Steve hates February 14th.
It's a constant reminder that he is alone, that no one ever wants to stick around with him long enough to celebrate Valentine's Day. Most of them leave after one night together.
It's also his birthday. The former heartthrob of Hawkins High was born on Valentine's Day, but he can't even get himself a date. Or a birthday party. Every year that they were around, his parents would go out for their annual Valentine's Day dinner and leave Steve to celebrate his birthday on his own. He stopped associating the day with his birthday by the time he was 13.
Now, he spent the day giving out roses and chocolates to all his friends so that they feel special, so that they don't feel as left out and forgotten as he did for his whole life.

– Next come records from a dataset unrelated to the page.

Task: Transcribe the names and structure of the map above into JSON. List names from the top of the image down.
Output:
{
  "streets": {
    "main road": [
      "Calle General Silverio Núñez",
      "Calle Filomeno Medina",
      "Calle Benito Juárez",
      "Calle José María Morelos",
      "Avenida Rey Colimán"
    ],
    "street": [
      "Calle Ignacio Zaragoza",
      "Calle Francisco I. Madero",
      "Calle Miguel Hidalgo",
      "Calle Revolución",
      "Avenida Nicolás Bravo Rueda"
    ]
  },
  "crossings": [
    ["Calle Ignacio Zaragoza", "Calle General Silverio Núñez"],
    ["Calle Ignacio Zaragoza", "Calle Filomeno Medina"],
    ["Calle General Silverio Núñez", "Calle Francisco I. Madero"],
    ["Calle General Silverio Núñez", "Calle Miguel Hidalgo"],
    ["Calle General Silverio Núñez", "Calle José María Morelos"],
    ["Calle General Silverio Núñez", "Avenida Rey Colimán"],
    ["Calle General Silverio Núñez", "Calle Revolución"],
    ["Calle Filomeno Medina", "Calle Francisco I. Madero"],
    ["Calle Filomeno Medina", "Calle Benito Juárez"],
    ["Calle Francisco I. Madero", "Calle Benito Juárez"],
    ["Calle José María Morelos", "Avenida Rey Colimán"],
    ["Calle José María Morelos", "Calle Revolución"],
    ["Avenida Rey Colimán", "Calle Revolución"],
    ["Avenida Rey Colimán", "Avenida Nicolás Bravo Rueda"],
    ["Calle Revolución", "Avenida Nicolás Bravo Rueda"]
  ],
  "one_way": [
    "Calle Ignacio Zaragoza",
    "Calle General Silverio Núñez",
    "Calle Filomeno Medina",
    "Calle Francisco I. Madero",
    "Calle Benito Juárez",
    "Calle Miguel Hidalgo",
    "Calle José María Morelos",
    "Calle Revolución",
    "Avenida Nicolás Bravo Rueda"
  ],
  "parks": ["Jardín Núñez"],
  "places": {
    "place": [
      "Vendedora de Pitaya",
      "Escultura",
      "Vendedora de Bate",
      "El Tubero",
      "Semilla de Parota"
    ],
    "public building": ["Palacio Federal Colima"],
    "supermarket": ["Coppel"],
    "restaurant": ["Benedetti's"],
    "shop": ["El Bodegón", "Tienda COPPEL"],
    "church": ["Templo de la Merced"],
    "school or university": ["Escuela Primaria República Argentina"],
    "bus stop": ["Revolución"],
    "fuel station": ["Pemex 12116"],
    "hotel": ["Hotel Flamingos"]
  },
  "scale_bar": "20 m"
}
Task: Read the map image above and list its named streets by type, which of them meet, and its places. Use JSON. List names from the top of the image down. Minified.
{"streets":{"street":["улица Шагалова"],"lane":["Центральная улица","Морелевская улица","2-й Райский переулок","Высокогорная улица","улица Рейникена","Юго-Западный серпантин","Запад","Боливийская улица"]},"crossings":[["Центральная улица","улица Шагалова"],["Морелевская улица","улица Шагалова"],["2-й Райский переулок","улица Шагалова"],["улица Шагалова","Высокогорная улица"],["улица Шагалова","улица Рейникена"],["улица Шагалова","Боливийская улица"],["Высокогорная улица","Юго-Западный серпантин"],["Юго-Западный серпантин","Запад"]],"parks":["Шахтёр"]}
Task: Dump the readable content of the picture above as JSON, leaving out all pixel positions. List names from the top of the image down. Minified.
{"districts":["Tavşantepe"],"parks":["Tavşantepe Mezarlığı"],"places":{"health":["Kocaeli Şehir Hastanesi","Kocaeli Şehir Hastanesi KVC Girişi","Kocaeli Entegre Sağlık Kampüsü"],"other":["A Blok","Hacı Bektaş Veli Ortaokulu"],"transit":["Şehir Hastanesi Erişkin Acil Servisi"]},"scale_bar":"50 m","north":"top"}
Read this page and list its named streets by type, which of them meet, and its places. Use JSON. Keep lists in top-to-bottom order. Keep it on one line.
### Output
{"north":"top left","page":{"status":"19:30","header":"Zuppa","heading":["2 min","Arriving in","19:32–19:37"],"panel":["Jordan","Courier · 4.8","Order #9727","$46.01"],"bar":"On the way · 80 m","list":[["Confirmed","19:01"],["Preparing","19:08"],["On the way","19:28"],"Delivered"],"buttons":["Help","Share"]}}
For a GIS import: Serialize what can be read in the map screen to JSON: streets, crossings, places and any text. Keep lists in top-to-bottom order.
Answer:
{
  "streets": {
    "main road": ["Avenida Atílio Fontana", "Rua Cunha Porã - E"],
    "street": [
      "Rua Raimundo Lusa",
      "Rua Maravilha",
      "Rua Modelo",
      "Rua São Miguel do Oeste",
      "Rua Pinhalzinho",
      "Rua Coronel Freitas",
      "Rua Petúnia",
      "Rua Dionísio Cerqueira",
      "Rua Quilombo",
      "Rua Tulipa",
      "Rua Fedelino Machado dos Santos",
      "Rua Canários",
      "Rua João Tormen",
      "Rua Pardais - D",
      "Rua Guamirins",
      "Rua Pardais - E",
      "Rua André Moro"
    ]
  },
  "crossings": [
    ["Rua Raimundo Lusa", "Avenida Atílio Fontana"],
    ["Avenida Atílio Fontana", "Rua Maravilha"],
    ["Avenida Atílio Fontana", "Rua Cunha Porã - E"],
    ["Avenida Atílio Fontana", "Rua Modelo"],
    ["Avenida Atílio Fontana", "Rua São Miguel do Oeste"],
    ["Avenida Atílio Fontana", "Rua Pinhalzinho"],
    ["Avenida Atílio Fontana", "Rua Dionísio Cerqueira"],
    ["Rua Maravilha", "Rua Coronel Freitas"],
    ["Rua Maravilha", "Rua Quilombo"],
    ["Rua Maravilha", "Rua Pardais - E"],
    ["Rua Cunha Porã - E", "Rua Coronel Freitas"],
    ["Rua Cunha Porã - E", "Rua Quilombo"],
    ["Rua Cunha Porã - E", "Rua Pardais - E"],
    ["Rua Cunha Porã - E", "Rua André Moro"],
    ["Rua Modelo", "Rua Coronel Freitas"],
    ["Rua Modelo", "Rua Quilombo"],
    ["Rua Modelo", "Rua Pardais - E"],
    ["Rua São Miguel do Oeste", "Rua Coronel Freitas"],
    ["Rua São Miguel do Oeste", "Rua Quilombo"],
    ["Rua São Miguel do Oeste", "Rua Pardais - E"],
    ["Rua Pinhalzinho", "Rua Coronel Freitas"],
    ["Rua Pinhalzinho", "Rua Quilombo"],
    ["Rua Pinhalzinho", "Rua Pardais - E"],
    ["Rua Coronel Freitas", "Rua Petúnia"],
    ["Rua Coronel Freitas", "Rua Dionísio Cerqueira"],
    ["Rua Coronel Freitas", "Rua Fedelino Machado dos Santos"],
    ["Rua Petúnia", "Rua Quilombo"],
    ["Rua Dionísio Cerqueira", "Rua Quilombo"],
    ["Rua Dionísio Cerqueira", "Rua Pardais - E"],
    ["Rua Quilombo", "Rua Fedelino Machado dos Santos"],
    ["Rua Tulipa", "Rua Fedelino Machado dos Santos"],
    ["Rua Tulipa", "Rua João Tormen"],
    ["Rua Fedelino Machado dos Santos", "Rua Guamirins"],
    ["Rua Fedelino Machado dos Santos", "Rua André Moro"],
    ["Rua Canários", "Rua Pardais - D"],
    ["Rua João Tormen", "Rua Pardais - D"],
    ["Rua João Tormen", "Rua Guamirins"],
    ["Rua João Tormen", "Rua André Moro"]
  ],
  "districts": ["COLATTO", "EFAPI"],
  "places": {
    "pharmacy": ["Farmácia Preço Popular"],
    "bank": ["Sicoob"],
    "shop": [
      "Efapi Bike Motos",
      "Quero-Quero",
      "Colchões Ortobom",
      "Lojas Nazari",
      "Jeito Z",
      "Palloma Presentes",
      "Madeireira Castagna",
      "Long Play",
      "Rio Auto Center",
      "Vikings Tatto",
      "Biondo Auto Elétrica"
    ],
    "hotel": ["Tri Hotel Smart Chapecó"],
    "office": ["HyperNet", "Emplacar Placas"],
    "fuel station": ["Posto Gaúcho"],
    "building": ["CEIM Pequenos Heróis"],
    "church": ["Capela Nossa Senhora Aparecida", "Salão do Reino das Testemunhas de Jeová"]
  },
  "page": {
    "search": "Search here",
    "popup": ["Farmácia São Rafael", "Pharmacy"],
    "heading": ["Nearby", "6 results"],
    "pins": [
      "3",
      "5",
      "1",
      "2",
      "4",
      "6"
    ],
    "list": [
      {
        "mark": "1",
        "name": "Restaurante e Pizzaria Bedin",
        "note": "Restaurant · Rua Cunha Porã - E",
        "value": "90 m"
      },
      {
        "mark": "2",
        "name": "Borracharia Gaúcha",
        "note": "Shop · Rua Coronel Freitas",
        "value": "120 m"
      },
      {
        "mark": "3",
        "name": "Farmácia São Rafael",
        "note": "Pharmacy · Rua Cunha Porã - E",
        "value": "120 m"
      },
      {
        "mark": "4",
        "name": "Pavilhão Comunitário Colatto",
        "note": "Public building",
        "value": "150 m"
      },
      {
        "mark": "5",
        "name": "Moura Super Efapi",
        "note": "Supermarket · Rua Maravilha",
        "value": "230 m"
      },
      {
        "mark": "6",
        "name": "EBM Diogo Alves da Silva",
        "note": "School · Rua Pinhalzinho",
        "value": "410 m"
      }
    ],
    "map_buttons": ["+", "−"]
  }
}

Dustin and Mike fake gag when he gives them both a box of their favourite chocolate and Will blushes and stumbles through a thank you while holding his chocolates to his chest. He got Max and Lucas a big box of chocolates to share on their date.
Robin smacks a dramatic wet kiss to his cheek when he gifts her a bunch of sunflowers (her favourite flower), she also slips something into his pocket when no one's looking and whispers, "Happy birthday." He pulls her into a tight hug and thanks her quietly.
Steve spent a lot of time debating what to get Eddie. Their friendship felt like something more, but neither of them has put a label on what the hell they are to each other, so he decides to keep it simple. He rocks up to Eddie's new trailer with a box of chocolates under his arm and a small bunch of roses clutched tightly in his hands. He's so fucking nervous he forgets to knock.
After gently knocking, the door is pulled open and Steve nearly stumbles down the steps because Eddie is wearing a fucking suit. An all black three piece suit with his hair tied up. He looks hot. So hot all Steve can do is stare.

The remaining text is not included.